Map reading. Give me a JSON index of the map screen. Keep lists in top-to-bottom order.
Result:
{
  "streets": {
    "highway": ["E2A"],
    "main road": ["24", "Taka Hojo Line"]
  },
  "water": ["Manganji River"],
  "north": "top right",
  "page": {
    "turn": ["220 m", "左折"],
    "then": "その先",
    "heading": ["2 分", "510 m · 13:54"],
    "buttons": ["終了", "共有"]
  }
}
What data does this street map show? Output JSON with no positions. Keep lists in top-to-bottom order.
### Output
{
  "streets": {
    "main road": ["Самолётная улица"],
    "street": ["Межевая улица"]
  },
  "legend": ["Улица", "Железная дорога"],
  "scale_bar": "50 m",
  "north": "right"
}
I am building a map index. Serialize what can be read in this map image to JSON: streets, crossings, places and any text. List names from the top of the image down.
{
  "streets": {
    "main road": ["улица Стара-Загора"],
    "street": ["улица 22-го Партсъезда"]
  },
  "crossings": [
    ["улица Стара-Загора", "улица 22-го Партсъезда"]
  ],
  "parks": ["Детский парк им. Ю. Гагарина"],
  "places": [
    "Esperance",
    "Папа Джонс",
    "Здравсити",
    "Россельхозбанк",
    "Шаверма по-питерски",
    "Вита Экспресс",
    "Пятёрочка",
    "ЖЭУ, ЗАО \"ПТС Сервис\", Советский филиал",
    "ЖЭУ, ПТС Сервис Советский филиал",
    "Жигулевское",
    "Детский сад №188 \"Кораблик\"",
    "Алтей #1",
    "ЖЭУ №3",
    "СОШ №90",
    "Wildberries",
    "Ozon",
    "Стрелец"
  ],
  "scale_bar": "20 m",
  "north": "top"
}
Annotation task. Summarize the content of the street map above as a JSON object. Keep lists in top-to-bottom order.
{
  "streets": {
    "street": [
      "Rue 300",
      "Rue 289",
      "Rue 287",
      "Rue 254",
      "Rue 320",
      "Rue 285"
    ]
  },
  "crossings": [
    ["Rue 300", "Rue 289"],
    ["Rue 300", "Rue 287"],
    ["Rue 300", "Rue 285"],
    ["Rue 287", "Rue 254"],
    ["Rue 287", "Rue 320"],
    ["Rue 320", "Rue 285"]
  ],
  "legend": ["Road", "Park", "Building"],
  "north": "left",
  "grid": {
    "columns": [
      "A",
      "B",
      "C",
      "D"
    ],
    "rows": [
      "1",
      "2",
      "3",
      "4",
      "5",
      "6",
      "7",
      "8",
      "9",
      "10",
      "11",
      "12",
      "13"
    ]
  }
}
* * * * *
◆ Problem to work on ◆
Repeat the listing above without any change.

◆ Output of the exercise ◆
Map reading. Give me a JSON index of the map screen. Keep lists in top-to-bottom order.
Result:
{
  "streets": {
    "highway": ["E2A"],
    "main road": ["24", "Taka Hojo Line"]
  },
  "water": ["Manganji River"],
  "north": "top right",
  "page": {
    "turn": ["220 m", "左折"],
    "then": "その先",
    "heading": ["2 分", "510 m · 13:54"],
    "buttons": ["終了", "共有"]
  }
}
What data does this street map show? Output JSON with no positions. Keep lists in top-to-bottom order.
### Output
{
  "streets": {
    "main road": ["Самолётная улица"],
    "street": ["Межевая улица"]
  },
  "legend": ["Улица", "Железная дорога"],
  "scale_bar": "50 m",
  "north": "right"
}
I am building a map index. Serialize what can be read in this map image to JSON: streets, crossings, places and any text. List names from the top of the image down.
{
  "streets": {
    "main road": ["улица Стара-Загора"],
    "street": ["улица 22-го Партсъезда"]
  },
  "crossings": [
    ["улица Стара-Загора", "улица 22-го Партсъезда"]
  ],
  "parks": ["Детский парк им. Ю. Гагарина"],
  "places": [
    "Esperance",
    "Папа Джонс",
    "Здравсити",
    "Россельхозбанк",
    "Шаверма по-питерски",
    "Вита Экспресс",
    "Пятёрочка",
    "ЖЭУ, ЗАО \"ПТС Сервис\", Советский филиал",
    "ЖЭУ, ПТС Сервис Советский филиал",
    "Жигулевское",
    "Детский сад №188 \"Кораблик\"",
    "Алтей #1",
    "ЖЭУ №3",
    "СОШ №90",
    "Wildberries",
    "Ozon",
    "Стрелец"
  ],
  "scale_bar": "20 m",
  "north": "top"
}
Annotation task. Summarize the content of the street map above as a JSON object. Keep lists in top-to-bottom order.
{
  "streets": {
    "street": [
      "Rue 300",
      "Rue 289",
      "Rue 287",
      "Rue 254",
      "Rue 320",
      "Rue 285"
    ]
  },
  "crossings": [
    ["Rue 300", "Rue 289"],
    ["Rue 300", "Rue 287"],
    ["Rue 300", "Rue 285"],
    ["Rue 287", "Rue 254"],
    ["Rue 287", "Rue 320"],
    ["Rue 320", "Rue 285"]
  ],
  "legend": ["Road", "Park", "Building"],
  "north": "left",
  "grid": {
    "columns": [
      "A",
      "B",
      "C",
      "D"
    ],
    "rows": [
      "1",
      "2",
      "3",
      "4",
      "5",
      "6",
      "7",
      "8",
      "9",
      "10",
      "11",
      "12",
      "13"
    ]
  }
}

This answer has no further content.